Ganguly also gave the example of the Australian cricket team, who recently pulled out of their tour to South Africa.

Australia were slated for a three-Test tour in March-April but decided to postpone it, citing “unacceptable” risk to the touring party amid the outbreak.

“Look at the Australian team, they were supposed to go to South Africa for a Test series after India played there. They refused to go there…
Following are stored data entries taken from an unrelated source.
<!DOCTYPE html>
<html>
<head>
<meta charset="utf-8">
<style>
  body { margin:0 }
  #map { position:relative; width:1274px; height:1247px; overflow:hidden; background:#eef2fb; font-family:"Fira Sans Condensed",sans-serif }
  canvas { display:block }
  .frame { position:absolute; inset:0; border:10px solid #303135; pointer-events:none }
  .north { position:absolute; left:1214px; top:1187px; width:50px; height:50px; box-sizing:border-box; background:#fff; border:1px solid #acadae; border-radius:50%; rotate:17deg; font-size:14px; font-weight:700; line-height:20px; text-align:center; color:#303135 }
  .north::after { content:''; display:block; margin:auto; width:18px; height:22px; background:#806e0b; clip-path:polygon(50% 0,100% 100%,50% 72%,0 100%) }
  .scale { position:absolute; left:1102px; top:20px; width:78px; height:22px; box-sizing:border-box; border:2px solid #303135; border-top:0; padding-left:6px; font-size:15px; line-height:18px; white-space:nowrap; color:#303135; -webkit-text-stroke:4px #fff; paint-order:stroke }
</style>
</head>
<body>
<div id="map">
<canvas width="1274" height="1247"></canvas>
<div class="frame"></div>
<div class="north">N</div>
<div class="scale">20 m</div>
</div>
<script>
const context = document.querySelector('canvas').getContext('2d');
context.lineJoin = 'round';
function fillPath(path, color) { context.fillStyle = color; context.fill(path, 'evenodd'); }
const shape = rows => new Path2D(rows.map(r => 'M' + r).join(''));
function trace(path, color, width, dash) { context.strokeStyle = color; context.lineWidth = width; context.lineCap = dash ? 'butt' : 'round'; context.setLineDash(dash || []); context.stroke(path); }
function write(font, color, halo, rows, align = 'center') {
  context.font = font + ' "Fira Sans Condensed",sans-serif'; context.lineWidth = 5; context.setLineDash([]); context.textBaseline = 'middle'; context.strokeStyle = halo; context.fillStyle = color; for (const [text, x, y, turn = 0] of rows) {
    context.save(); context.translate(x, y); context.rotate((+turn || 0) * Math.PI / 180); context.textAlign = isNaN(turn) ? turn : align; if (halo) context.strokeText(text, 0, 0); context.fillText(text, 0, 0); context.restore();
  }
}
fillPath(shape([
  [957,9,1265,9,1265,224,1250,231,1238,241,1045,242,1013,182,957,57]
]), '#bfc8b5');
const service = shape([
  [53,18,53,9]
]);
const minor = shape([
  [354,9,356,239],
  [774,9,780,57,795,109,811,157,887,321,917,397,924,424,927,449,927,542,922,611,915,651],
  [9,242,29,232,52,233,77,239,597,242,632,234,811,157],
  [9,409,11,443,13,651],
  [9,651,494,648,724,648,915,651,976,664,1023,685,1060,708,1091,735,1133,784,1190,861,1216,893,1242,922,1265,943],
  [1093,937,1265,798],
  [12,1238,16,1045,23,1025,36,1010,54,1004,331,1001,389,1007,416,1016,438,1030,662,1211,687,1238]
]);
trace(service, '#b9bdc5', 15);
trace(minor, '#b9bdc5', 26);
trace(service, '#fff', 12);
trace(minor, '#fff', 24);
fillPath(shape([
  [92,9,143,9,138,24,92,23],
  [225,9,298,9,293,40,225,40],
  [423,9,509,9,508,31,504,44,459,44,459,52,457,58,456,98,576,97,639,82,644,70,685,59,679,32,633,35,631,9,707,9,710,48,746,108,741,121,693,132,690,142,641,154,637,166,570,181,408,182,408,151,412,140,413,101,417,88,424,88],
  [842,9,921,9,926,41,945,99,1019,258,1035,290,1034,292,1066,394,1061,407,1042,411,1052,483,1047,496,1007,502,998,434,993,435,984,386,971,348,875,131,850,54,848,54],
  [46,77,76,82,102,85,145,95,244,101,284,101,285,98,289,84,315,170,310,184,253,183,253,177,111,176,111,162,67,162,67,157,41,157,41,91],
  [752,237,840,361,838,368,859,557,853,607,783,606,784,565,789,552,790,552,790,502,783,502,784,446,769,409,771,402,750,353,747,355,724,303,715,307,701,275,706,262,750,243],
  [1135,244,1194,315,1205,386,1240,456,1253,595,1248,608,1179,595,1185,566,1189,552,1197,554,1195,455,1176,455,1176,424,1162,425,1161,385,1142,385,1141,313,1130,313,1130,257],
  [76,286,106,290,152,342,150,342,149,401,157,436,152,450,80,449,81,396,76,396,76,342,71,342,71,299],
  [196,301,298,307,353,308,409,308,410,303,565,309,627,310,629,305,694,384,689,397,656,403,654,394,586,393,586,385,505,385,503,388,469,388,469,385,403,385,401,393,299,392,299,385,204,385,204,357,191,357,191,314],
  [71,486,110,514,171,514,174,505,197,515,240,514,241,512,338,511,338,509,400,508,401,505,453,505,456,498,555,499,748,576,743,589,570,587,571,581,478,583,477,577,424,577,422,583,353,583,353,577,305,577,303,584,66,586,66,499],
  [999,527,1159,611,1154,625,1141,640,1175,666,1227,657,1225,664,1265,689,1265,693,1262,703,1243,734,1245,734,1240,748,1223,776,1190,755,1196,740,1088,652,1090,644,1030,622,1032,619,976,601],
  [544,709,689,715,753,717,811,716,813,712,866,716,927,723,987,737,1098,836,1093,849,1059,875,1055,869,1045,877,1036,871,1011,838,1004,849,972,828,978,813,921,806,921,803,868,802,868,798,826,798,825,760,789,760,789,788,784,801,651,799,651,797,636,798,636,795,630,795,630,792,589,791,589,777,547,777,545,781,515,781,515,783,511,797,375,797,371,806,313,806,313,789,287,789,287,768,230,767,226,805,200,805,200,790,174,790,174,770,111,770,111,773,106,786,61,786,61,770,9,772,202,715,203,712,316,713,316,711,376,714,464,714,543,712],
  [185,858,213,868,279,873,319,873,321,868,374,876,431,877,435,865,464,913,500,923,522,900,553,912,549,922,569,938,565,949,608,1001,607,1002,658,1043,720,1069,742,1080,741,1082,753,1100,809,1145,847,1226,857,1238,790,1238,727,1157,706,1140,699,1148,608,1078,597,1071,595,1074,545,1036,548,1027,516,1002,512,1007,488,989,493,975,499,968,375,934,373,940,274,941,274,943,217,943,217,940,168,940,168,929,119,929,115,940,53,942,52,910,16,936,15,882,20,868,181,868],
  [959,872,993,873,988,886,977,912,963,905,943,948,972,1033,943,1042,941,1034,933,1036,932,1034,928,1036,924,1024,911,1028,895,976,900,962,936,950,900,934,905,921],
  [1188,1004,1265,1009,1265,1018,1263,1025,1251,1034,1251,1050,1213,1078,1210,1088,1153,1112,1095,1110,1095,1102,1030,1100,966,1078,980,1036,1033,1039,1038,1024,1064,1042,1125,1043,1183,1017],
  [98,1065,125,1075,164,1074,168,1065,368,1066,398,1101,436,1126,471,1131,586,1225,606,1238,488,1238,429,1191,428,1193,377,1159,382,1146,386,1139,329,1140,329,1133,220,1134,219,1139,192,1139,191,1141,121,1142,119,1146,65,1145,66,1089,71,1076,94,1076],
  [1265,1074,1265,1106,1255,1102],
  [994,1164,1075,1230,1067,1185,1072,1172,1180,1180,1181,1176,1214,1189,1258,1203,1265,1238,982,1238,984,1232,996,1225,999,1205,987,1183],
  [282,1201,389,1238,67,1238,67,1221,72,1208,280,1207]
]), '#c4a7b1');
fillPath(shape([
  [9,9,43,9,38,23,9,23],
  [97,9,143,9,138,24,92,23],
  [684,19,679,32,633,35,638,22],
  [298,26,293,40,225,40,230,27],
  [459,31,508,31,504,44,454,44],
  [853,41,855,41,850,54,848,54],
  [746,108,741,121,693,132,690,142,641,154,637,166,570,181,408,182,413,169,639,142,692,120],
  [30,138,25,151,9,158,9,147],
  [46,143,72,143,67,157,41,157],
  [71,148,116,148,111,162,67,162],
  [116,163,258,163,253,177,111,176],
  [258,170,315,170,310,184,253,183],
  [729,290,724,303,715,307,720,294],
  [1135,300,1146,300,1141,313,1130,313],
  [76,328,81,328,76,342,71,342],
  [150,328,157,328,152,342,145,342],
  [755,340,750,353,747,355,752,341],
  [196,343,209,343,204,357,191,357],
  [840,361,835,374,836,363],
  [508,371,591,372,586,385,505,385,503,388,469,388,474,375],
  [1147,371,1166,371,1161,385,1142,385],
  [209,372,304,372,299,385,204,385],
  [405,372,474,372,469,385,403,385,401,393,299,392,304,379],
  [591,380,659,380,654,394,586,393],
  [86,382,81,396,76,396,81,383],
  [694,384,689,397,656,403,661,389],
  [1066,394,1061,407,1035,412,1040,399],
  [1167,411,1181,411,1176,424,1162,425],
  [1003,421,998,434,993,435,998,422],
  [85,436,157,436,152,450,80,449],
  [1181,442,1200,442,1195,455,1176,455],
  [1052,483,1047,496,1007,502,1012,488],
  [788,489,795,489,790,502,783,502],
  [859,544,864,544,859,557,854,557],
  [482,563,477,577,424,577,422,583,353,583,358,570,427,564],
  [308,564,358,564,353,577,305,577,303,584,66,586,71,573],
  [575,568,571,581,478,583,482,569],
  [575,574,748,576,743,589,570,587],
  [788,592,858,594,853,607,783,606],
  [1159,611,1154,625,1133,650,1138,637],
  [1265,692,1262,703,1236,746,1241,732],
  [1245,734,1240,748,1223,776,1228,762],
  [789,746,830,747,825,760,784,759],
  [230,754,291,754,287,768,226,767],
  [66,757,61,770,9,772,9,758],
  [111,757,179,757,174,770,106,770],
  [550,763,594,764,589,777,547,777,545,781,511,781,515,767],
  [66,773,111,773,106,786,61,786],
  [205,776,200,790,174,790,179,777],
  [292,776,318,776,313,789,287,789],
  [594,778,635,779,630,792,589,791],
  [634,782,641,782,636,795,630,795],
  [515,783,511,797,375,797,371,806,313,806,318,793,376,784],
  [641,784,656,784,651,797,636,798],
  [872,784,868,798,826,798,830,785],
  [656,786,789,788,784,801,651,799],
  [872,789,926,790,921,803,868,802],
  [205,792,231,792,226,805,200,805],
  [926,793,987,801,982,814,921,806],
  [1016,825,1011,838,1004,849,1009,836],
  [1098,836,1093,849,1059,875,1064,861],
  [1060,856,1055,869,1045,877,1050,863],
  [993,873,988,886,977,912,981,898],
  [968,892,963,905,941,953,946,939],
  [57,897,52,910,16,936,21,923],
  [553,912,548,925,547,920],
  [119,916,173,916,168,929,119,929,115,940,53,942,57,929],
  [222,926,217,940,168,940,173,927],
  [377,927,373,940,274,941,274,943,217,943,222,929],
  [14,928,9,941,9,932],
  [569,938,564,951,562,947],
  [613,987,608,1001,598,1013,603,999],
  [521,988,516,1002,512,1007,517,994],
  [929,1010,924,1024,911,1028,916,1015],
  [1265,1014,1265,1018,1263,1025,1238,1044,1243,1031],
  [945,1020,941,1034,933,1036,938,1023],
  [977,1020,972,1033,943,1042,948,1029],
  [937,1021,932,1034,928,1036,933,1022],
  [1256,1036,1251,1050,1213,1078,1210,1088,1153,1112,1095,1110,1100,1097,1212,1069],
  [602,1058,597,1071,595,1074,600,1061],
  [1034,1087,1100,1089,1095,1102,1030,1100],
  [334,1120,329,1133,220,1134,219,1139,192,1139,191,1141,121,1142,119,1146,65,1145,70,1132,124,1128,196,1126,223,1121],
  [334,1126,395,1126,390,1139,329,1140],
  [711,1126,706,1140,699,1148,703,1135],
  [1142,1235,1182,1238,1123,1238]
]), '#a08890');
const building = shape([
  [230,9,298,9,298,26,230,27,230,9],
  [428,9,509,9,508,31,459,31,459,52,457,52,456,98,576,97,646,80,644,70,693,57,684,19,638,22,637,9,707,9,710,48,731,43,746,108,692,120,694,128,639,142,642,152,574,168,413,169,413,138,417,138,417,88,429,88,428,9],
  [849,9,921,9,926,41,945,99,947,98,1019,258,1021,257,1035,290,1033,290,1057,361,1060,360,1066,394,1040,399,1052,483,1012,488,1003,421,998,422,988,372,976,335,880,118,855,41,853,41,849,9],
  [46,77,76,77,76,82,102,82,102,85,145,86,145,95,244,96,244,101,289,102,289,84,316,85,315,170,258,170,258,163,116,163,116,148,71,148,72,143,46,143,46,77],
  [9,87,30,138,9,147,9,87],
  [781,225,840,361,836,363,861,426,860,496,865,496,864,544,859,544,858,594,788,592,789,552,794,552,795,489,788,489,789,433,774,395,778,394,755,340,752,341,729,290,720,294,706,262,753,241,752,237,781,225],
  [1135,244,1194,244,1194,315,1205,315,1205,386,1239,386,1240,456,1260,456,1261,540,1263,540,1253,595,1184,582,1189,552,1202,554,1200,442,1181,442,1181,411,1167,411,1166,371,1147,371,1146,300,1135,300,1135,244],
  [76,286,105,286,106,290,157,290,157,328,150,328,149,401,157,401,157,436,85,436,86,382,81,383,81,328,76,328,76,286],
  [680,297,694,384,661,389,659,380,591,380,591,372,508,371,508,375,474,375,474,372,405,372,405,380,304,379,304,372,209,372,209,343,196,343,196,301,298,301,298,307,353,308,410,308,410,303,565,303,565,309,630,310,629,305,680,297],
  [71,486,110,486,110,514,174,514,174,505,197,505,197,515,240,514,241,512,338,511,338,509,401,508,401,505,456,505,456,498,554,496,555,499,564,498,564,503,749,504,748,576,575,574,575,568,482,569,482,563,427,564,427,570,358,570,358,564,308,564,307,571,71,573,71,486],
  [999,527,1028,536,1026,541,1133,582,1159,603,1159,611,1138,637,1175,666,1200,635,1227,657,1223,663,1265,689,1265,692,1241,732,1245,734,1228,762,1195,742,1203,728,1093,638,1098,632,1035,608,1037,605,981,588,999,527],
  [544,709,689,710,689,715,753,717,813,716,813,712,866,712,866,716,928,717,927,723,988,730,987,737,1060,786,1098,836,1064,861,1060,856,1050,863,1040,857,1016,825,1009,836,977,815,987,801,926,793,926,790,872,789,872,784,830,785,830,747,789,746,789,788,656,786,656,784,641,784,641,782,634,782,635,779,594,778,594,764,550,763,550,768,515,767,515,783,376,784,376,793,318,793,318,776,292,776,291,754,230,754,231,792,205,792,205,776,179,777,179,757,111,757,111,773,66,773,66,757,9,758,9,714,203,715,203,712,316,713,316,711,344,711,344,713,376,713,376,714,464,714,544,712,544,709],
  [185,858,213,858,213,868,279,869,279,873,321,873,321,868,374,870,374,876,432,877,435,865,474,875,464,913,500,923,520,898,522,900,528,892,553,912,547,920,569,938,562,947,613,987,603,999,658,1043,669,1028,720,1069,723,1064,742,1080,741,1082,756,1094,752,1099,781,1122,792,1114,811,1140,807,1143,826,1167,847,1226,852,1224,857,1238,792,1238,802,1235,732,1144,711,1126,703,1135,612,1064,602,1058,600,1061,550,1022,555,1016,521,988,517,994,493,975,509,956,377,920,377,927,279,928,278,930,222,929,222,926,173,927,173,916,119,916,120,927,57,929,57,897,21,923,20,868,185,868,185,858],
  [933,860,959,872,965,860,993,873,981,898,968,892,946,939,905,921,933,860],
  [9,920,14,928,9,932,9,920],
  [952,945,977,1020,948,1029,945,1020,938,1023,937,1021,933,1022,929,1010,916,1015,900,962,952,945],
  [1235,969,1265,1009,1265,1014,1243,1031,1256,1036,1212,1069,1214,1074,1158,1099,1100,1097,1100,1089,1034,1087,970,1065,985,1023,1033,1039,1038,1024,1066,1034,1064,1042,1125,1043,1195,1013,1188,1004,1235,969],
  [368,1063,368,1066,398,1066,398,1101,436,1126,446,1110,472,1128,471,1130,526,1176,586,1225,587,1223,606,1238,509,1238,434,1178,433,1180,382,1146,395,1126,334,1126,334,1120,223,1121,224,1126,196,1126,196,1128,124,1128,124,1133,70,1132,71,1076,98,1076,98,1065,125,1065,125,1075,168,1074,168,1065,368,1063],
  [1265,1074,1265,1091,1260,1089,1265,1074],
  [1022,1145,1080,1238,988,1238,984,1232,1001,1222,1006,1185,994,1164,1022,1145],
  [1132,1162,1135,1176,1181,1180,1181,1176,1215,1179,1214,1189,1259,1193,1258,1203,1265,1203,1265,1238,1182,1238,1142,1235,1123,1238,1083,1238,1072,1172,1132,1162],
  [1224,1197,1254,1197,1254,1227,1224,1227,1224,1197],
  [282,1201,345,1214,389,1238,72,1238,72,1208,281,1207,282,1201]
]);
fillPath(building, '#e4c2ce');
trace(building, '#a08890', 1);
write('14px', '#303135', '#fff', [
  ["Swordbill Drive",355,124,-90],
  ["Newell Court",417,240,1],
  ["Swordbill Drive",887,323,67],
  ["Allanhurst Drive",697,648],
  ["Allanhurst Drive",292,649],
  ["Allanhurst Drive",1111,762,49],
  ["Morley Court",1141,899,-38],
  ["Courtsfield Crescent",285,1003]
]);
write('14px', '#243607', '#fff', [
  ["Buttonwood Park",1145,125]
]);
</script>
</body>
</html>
“And always there’s this scare of COVID. ‘Hope it’s not me the next time’. You have to stay positive, you have to train yourself mentally. All of us have to train ourselves mentally so that the good will happen. It boils down to training,” Ganguly said.

The former India skipper further recalled the biggest setback in his career when he was removed as captain in 2005 before being dropped from the team.

“You just have to deal with it. It’s the mindset that you get into. Life has no guarantees, be it in sport, business or whatever. You go through ups and downs. You just have to bite the bullet. Pressure is a huge thing in everybody’s life. All of us go through different pressures.

“When you play your first Test, it’s the pressure of making yourself established and making the world know that you belong at this level.

“And when you go to that level after playing many number of matches, it’s about keeping up the performances. A little bit of blip and it doesn’t stop people from scrutinising you and that adds to athletes in a long way,” he remarked.